This story first appeared at the Miller-McCune website.
In June, President Obama signed a law requiring tobacco companies to post large, graphic warnings on cigarette packs. Current cautionary statements such as “Smoking causes lung cancer, heart disease, emphysema” and “Smoking is dangerous to your health” will gradually be replaced with more ominous assertions, including “Cigarettes cause fatal lung disease,” “Cigarettes cause cancer” and the refreshingly blunt “Smoking can kill you.”
But regulators may want to rethink this ashes-to-ashes theme. New research suggests that, for a certain set of smokers, those allusions to death may actually increase the likelihood they’ll light up.
That’s the conclusion of a paper published in the Journal of Experimental Social Psychology, which questions the effectiveness of anti-smoking campaigns that emphasize mortality threats. The researchers, led by psychologist Jochim Hansen of New York University and the University of Basel, suggest a campaign that dispels the belief smoking makes one cool or attractive could be more effective in getting at least some smokers to quit.
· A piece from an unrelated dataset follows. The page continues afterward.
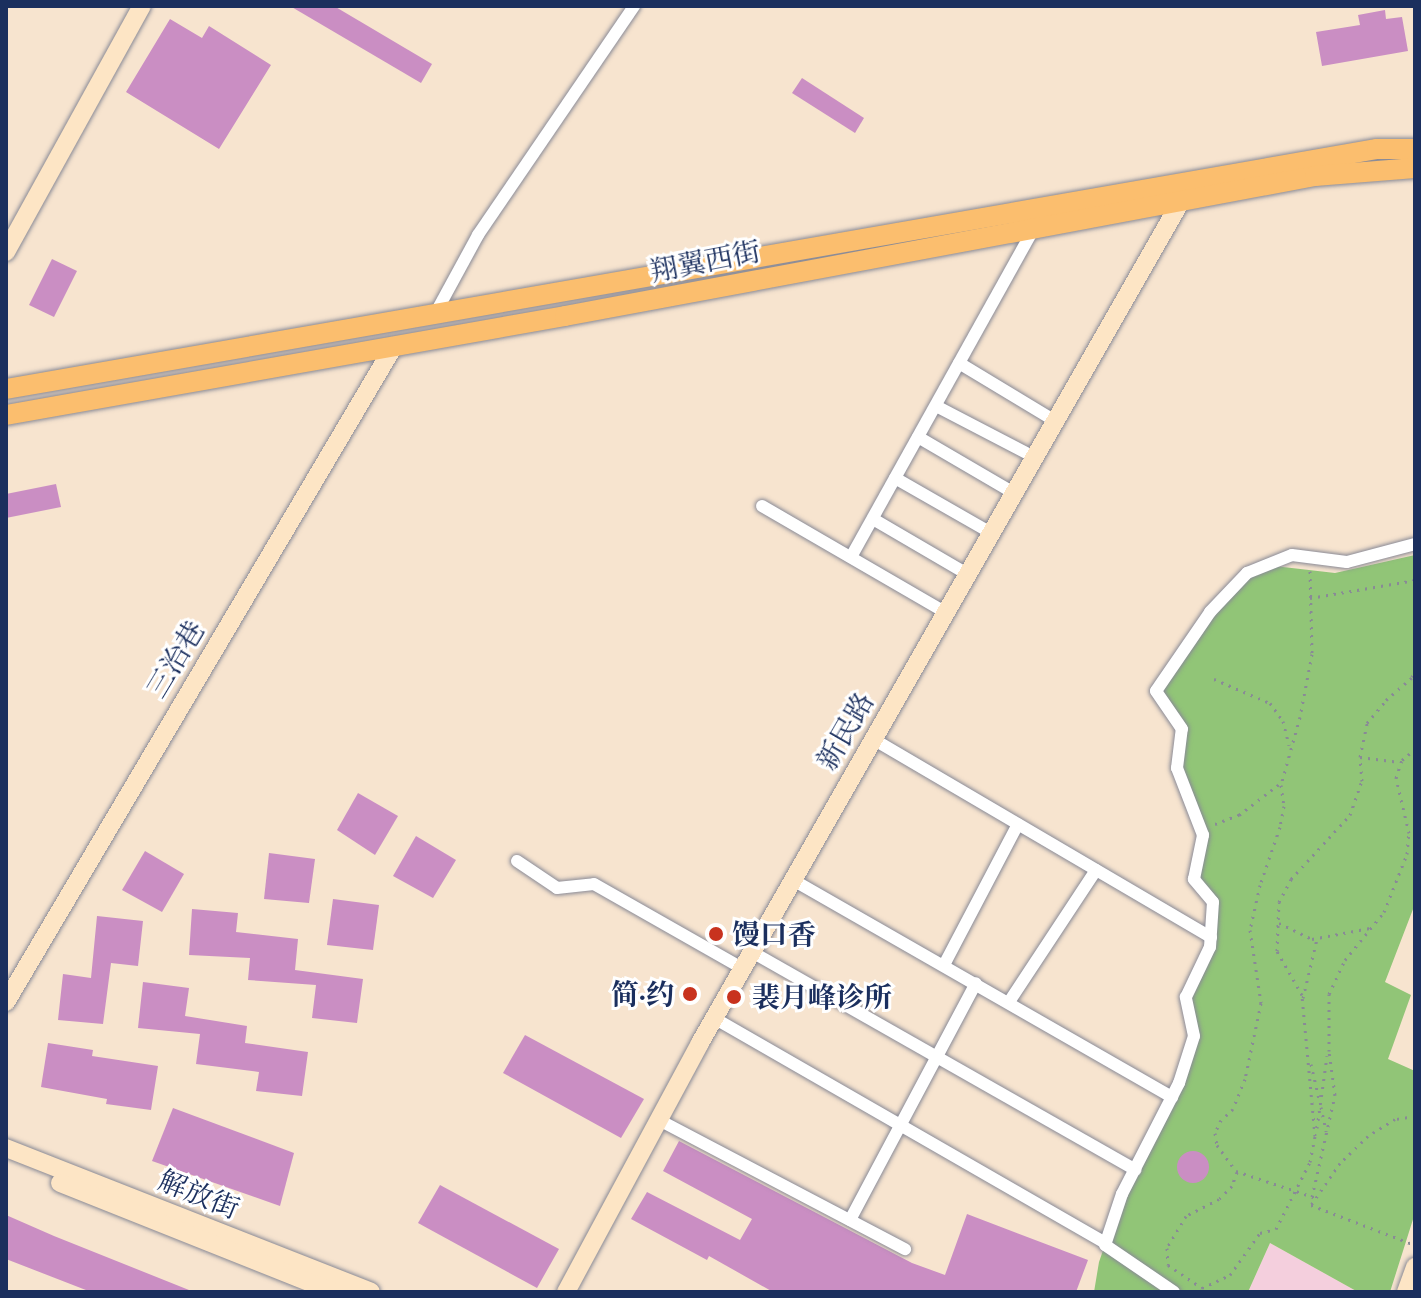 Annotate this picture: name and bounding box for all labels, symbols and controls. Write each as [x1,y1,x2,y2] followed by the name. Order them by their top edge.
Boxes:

Hansen and his colleagues looked at cigarette pack warnings from the perspective of Terror Management Theory, which was developed in the mid-1980s by psychologists Tom Pyszczynski, Jeff Greenberg and Sheldon Solomon. It contends that our awareness of our own deaths creates the potential for extreme anxiety, which we keep at bay by reaffirming faith in our belief systems (which give our lives a sense of meaning) and maintaining a high level of self-esteem.
Reasonably enough, the researchers assert that for some people, smoking is a facet of their positive self-image. They consider the habit sexy or attractive, or perhaps a proud example of their rebellious spirit.
For those individuals, terror management theory suggests mortality-laced warning labels could be counterproductive. The threat to one’s life would presumably result in an urge to pump up one’s self-esteem—which, for those individuals, could easily mean a renewed commitment to smoking.
To test this concept, the researchers conducted a study of 39 smokers, ranging in age from 17 to 41. Participants filled out a questionnaire designed to measure the degree to which they base their self-esteem on smoking. They then were presented illustrations of a cigarette pack containing a warning message.
Half of them read warnings that spoke of the life-threatening consequences of smoking, such as “Smoking leads to deadly lung cancer.” The other half read warnings that did not involve mortality, such as “Smoking makes you unattractive.”
Following a 15-minute delay in which participants answered questions unrelated to smoking (so that the warning messages would leave their conscious minds), they answered a final set of questions including “Do you enjoy smoking?” “How important is smoking to you?” and “Are you going to smoke a cigarette directly after this study?”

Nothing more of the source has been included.